Attempts to forecast the future development of Humanity in any direction have always possessed for some minds a peculiar fascination. Plato and Bacon had their visions of a State superior to that in which they lived; Burton foresaw improvements in the administration of justice, and the condition of the poorer classes, which waited for two centuries for some measure of realization; even Defoe had his list of "projects," some of which, laughed at in their day, are the realities of our time. No great reform in any direction was ever effected which had not been the unrealized vision of a dreamer.

And such dreams are the romance of history. For any one to have imagined two centuries ago, that the African slave-trade and negro slavery would some day be condemned by every civilized nation, not because they were pecuniarily unprofitable, but because they contravened the conscience of Society and its sense of righteousness, requierd a faith in the ultimate triumph of justice over greed, that not one man in ten thousand possessed. For Calvin or Torquemada to have imagined the coming of a time when the burning of an unbeliever would not be regarded as pleasing to the Deity, demanded a sublimer vision than either of them possessed. Custom and universal acceptance would sometimes seem to create impregnable barriers against change. But with the slow lapse of years, the venerated custom is attacked by doubt; the superstition is undermined, and the great evil gradually passes from the sight. No great wrong is so securely entrenched, as to be absolutely safe from the ultimate condemnation of mankind.

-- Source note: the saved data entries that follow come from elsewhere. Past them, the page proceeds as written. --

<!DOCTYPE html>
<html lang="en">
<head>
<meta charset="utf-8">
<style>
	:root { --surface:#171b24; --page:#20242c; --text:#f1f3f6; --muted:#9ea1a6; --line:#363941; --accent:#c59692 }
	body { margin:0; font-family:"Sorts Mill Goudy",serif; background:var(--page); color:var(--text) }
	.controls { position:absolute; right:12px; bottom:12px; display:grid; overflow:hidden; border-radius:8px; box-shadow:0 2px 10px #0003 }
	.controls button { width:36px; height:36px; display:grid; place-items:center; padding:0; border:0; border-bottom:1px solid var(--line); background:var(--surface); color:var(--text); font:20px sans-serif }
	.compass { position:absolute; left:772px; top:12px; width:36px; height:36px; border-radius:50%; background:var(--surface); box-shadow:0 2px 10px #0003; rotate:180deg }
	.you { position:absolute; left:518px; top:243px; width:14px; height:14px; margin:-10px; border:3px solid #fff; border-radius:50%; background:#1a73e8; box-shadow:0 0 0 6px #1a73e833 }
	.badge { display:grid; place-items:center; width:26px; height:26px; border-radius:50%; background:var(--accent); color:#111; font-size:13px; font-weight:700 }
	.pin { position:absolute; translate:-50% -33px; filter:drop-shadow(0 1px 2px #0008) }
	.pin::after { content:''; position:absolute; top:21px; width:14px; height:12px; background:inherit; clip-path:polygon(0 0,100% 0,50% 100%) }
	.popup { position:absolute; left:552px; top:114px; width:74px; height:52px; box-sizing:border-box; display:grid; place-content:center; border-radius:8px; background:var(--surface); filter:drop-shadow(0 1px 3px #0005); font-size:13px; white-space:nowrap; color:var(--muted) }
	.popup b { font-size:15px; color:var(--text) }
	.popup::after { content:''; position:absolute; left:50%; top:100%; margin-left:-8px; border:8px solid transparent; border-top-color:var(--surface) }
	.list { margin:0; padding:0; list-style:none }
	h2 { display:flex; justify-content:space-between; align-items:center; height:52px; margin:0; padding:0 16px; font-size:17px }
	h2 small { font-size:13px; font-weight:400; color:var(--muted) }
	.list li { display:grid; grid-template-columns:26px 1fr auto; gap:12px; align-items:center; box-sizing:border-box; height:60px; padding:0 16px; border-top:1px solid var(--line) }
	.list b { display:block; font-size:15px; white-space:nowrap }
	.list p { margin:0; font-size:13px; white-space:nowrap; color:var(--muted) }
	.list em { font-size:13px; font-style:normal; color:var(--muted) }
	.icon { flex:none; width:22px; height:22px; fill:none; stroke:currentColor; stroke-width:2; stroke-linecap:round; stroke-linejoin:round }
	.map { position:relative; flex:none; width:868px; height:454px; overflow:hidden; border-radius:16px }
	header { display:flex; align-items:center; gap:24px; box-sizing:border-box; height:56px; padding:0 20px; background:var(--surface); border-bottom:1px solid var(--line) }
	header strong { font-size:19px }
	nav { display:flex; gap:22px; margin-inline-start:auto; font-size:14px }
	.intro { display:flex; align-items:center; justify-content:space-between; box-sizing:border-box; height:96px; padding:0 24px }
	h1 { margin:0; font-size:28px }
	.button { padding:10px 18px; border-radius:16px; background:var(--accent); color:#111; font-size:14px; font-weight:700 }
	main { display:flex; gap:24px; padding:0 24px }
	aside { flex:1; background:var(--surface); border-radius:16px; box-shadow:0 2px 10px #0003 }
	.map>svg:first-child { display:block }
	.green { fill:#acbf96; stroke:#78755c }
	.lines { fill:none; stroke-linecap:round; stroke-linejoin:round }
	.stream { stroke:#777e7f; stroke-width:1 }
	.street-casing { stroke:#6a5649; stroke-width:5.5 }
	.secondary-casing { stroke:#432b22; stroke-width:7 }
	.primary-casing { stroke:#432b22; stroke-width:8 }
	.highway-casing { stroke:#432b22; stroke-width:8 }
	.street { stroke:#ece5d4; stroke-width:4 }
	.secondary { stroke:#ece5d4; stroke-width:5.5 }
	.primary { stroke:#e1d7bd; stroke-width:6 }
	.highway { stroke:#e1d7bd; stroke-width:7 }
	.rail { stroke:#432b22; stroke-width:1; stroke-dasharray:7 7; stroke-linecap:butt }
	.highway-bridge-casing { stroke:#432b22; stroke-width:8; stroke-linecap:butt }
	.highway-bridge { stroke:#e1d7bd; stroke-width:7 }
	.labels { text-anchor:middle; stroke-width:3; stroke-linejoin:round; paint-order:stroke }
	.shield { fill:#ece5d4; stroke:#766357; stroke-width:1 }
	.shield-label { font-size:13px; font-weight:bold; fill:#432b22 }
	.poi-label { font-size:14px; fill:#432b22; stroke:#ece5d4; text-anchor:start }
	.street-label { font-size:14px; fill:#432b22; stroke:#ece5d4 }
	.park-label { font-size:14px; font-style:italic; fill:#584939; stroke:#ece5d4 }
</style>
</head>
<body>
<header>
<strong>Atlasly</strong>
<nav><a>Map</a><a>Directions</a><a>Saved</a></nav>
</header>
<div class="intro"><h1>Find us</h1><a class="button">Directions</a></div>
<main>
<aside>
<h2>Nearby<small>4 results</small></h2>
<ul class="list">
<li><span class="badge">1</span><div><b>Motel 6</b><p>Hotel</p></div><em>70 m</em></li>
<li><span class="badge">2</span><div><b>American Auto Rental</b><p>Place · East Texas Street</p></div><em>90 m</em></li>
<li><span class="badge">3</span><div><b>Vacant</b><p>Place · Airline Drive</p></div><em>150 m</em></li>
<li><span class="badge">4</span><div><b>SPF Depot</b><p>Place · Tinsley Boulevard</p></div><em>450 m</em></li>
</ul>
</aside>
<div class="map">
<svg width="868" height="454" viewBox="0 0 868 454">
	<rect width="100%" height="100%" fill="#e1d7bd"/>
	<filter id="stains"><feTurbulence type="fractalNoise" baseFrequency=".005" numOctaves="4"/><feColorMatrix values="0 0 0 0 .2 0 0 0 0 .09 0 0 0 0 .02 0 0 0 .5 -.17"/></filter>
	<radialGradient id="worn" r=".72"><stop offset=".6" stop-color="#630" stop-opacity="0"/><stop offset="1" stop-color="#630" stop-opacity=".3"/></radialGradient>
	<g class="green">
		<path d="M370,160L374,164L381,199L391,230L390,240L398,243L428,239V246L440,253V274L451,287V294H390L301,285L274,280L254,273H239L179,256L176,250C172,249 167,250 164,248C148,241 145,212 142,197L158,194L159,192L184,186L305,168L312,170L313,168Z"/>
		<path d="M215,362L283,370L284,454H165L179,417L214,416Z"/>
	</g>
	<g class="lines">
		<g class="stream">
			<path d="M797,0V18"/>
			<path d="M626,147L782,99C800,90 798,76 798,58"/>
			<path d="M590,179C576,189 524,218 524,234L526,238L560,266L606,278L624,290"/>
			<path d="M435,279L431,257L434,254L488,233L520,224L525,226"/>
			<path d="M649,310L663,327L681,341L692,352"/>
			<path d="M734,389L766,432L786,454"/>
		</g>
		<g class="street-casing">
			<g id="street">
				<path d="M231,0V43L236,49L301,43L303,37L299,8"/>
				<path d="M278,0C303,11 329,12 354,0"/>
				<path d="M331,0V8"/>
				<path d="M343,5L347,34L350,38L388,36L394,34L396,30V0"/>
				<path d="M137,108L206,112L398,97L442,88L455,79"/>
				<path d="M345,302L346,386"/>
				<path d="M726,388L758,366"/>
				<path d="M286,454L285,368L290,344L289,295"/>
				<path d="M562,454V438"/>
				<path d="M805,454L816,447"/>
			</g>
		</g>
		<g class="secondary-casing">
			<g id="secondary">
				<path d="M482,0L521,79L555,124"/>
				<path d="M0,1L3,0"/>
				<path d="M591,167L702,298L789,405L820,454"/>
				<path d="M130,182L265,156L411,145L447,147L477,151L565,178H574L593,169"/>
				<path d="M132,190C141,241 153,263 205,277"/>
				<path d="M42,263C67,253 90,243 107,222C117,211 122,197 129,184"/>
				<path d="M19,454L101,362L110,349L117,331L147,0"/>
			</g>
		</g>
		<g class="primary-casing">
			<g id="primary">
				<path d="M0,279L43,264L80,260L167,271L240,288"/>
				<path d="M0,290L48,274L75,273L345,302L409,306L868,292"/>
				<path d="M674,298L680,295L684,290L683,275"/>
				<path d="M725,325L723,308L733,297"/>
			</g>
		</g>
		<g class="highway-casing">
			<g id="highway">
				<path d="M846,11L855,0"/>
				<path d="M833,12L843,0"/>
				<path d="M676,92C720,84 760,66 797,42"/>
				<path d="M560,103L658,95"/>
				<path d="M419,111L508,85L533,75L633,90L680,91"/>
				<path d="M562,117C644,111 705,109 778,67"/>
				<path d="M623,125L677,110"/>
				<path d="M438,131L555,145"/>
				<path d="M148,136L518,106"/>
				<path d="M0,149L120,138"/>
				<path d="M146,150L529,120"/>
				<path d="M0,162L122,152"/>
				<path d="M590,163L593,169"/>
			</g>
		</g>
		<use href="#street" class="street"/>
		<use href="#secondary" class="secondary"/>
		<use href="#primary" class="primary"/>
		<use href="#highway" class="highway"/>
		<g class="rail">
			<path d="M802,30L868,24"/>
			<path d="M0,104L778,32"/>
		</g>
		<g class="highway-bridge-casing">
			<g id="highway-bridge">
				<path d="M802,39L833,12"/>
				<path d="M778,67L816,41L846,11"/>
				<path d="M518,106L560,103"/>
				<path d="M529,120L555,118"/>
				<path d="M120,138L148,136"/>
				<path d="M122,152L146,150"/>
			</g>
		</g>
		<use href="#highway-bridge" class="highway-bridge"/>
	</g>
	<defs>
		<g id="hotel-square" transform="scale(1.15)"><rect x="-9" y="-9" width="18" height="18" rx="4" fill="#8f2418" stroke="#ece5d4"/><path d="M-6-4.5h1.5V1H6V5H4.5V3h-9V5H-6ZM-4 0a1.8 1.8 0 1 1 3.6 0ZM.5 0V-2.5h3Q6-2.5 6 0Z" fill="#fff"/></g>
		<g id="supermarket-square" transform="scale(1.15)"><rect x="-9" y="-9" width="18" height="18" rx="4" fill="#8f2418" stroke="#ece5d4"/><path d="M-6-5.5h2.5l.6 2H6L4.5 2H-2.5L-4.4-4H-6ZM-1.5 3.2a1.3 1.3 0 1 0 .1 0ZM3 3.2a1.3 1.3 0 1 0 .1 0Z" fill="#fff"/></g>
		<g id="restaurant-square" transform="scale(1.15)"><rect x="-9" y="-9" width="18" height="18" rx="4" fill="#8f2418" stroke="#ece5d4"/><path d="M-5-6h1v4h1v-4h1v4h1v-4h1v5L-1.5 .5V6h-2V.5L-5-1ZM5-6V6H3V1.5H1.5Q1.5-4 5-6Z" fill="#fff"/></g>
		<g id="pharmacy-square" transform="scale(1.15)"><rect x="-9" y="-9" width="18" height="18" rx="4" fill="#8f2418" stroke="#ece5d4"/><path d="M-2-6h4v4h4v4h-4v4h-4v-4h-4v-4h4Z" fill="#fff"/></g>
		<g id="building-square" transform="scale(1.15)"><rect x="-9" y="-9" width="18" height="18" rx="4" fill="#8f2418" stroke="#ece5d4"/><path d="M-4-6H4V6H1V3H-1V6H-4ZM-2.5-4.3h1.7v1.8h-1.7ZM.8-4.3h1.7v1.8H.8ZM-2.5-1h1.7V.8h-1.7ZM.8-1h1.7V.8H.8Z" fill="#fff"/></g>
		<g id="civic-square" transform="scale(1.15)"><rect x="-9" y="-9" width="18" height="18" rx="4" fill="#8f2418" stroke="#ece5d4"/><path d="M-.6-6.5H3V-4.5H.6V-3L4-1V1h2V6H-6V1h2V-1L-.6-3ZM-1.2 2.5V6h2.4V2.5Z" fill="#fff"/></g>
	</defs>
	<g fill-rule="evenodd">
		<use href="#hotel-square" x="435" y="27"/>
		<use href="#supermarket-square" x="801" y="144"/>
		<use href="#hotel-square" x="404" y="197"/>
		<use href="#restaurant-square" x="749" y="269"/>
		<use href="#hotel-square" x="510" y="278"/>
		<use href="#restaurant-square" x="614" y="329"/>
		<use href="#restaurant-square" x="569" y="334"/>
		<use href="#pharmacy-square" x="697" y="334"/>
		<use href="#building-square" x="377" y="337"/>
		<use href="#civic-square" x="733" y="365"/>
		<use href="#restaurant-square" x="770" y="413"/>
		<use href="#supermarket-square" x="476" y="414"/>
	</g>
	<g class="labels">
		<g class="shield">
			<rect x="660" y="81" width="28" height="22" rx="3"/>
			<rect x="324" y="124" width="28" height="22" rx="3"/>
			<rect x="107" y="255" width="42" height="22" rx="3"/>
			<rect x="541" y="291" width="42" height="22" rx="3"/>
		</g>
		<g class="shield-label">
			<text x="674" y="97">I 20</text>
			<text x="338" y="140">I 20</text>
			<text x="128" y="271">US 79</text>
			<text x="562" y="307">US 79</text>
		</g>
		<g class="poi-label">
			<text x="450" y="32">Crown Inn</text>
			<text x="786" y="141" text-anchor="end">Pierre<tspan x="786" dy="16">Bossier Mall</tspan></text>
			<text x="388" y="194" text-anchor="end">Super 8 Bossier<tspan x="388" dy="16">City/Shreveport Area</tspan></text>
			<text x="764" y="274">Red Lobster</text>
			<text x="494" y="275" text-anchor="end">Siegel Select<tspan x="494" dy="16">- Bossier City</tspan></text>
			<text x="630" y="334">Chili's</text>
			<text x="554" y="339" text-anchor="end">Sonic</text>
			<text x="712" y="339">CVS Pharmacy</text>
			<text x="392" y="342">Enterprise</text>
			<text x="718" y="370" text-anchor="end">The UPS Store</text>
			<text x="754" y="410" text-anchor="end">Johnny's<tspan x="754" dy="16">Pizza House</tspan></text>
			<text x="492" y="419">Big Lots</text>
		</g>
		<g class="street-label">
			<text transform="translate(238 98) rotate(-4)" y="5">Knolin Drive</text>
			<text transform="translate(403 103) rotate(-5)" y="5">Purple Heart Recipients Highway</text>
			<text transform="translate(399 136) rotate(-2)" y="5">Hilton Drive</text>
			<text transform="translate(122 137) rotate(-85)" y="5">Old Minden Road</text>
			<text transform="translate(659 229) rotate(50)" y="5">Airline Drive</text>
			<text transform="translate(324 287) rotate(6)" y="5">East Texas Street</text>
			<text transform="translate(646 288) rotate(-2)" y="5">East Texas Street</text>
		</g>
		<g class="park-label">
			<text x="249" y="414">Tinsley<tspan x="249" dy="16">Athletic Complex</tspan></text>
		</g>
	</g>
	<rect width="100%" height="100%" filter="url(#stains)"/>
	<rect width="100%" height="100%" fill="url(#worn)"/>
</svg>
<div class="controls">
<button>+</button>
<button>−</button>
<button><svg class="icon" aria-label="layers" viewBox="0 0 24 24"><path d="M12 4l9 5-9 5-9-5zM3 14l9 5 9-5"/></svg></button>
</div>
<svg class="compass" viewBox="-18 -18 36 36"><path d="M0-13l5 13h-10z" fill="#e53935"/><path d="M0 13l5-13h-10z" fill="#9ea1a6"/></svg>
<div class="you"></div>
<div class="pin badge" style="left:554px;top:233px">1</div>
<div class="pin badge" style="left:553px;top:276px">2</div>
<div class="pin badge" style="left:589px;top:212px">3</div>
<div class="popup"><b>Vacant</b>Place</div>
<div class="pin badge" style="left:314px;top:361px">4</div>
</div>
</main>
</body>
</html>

What is to be the future of vivisection, as conducted in America to- day? Is it to continue, without other limitations against cruelty than those which are self-imposed, without legal restriction or restraint, so long as civilization endures, ever widening its scope, ever increasing the hecatombs of its victims, until uncounted milions shall have been sacrificed? Is protest against excess to grow weaker, until the ideal of humaneness in the laboratory shall become a scoff and a byword? Is approval of any research in the name of Science to become stronger until it shall cover the vivisection of human beings as well as the exploitation of animals? Or are we to expect, as the result of agitation, the legal suppression of all scientific research requiring animal life, within the limits of the next half-century? It is easier to ask questions than to answer them. Yet, as one who for over thirty years, has taken some part in the agitation for reform, you may be willing to permit a forecast of probabilities, vague, it may be, as the vision of a sailor peering through the darkness that environs the ship,—but the best he can do.